S.C. Hickman on the Dark Ecologies blog has a very nice short introduction to Whitehead's Process and Reality, particularly concentrating on its cosmological aspects. He writes, by way of a concluding parenthesis, that this is part of an "ongoing project of developing a materialist philosophy".
This got me thinking about something that's been bothering me for a while: why some often claim Whitehead as a 'materialist.' I'm not trying to pick on Hickman here (he didn't say that Whitehead was a materialist, only that he's using Whitehead in developing a materialist philosophy) but it's something that comes up quite often, one way or another.
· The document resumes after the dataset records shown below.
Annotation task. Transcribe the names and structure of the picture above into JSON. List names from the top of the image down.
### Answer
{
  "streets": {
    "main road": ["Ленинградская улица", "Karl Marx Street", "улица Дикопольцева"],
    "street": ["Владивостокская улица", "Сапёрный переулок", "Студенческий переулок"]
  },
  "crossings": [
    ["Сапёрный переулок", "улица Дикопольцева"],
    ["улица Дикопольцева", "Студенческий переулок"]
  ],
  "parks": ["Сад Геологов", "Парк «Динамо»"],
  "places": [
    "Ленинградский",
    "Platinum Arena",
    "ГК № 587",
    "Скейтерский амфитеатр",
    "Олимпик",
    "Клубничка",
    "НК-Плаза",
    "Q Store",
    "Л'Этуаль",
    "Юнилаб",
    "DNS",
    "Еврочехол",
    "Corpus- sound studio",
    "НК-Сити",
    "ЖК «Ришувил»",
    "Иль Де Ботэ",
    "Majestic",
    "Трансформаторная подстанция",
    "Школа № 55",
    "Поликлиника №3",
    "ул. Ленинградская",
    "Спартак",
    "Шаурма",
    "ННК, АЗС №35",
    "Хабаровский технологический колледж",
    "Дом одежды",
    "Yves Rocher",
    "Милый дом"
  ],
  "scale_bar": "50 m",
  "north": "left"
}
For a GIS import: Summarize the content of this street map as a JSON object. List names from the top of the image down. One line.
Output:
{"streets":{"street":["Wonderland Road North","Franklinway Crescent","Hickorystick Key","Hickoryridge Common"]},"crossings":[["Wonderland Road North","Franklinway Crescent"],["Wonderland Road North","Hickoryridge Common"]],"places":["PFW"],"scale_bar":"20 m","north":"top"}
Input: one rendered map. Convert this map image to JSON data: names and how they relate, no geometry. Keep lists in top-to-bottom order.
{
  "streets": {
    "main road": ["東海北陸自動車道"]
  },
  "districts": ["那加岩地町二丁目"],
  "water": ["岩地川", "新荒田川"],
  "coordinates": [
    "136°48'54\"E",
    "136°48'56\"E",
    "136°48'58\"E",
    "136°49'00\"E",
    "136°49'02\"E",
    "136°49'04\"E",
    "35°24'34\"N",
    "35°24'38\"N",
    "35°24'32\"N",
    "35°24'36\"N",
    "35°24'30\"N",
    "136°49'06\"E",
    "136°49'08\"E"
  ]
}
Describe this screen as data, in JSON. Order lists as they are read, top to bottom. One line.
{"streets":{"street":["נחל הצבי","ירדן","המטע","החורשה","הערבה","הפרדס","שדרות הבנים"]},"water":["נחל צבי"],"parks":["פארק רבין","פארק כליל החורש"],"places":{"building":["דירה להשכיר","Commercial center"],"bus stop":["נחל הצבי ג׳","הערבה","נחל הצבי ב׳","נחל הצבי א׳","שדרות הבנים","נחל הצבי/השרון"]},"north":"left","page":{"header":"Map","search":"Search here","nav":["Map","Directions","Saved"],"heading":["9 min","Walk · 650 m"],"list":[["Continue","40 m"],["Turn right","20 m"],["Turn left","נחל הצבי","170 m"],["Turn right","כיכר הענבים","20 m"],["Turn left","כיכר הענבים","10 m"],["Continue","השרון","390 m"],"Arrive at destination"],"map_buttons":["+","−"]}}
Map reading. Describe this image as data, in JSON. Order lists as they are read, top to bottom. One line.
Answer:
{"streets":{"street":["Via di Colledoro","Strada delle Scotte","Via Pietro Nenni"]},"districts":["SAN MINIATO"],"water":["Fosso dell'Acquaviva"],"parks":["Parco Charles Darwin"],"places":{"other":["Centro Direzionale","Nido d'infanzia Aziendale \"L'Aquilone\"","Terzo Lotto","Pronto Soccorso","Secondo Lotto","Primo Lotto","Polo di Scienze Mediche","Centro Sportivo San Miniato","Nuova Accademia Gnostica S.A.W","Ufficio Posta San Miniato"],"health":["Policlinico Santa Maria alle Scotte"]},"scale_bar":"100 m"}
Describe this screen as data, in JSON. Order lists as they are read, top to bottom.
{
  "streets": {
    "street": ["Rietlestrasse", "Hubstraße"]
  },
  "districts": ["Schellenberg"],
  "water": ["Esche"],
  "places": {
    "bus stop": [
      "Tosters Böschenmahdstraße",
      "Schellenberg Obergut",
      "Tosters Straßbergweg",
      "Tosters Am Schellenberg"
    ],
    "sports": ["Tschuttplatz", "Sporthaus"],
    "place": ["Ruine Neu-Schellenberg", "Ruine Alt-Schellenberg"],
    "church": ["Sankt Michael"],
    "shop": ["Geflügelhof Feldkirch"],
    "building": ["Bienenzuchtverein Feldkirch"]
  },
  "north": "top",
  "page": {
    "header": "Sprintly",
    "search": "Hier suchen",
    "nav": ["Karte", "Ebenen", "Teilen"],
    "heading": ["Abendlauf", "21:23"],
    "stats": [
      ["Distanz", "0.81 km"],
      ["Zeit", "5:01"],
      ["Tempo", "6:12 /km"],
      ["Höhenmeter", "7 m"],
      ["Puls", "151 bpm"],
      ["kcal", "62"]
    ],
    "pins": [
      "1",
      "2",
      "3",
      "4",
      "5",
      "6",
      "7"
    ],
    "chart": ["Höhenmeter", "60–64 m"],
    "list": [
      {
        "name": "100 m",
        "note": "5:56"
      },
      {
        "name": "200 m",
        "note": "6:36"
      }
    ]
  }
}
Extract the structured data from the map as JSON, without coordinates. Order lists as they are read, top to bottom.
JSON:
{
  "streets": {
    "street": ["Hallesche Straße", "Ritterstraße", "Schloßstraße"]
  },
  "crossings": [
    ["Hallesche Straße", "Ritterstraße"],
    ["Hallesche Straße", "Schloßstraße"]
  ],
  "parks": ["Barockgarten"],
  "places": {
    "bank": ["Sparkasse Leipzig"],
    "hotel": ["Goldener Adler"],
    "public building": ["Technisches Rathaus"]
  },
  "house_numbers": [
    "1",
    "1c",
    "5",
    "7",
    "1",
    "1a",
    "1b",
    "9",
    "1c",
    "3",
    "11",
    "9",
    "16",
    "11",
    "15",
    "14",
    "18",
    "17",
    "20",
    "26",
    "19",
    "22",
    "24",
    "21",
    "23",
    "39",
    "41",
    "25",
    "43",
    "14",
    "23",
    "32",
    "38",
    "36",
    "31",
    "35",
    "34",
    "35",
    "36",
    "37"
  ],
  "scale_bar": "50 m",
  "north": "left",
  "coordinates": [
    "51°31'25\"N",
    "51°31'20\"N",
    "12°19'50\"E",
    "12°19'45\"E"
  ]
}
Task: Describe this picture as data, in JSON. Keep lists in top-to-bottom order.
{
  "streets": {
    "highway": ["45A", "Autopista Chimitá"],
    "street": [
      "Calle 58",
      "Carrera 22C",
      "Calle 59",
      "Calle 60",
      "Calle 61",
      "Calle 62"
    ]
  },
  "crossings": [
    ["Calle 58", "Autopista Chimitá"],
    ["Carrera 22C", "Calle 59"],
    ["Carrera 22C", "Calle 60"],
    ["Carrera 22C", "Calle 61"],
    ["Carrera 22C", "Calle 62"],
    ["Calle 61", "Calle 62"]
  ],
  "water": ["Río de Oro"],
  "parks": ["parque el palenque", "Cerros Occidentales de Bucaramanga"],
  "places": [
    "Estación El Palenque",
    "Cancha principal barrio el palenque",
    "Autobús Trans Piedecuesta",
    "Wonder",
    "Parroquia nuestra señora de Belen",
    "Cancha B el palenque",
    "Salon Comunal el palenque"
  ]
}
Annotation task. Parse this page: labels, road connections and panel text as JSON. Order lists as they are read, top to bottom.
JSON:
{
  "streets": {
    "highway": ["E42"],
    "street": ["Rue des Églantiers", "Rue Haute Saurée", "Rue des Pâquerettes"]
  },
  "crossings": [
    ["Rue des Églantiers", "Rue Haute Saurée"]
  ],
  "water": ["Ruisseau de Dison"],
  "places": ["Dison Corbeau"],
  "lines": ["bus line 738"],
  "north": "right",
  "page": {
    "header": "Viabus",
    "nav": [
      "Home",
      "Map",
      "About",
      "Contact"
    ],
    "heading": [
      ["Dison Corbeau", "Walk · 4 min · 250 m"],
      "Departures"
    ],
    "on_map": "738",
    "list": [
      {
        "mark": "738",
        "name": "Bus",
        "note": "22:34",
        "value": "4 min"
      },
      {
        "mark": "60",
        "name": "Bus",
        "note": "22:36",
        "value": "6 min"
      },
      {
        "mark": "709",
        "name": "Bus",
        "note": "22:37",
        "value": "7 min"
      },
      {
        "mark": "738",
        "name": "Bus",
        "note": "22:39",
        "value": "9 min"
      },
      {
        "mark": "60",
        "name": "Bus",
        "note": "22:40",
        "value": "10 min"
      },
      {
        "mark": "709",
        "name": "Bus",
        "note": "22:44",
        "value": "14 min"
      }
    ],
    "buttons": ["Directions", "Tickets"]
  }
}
My own inclination (no more thought through than that, to be honest) is to say that, in Whitehead's terms, materialism is a philosophy that makes matter its Ultimate. Following that on, Whitehead would have to be (in P&R at least) a creativist; Aristotle a substantialist, etc.
Whatever way matter is conceived (and there are of course indefinitely many ways of conceiving it), 'materialism' must surely be related to matter qua conceptual fundament -- that is, as the thing that explains nothing but is assumed so that the rest of existence can be conceptually constructed (as the Ultimate).
There's a lot of pretty wishy-washy talk of 'materialism' that just says 'things, therefore materialism,' which tends to result in platitudes rather than insights. (Perhaps that's just me being mean; but, then again, maybe not.) It generally presupposes that anything that isn't idealism -- i.e. anything that takes non-human things seriously -- is therefore materialism, which I find to be unhelpful at best (and part of a systematic stupidification of thought, at worst).
This is basically what I was getting at with a post I wrote on 'new materialism' a couple of months ago.
It's a poorly articulated irritation that I'm describing here but it derives from a complacency that is, I think, widespread and real.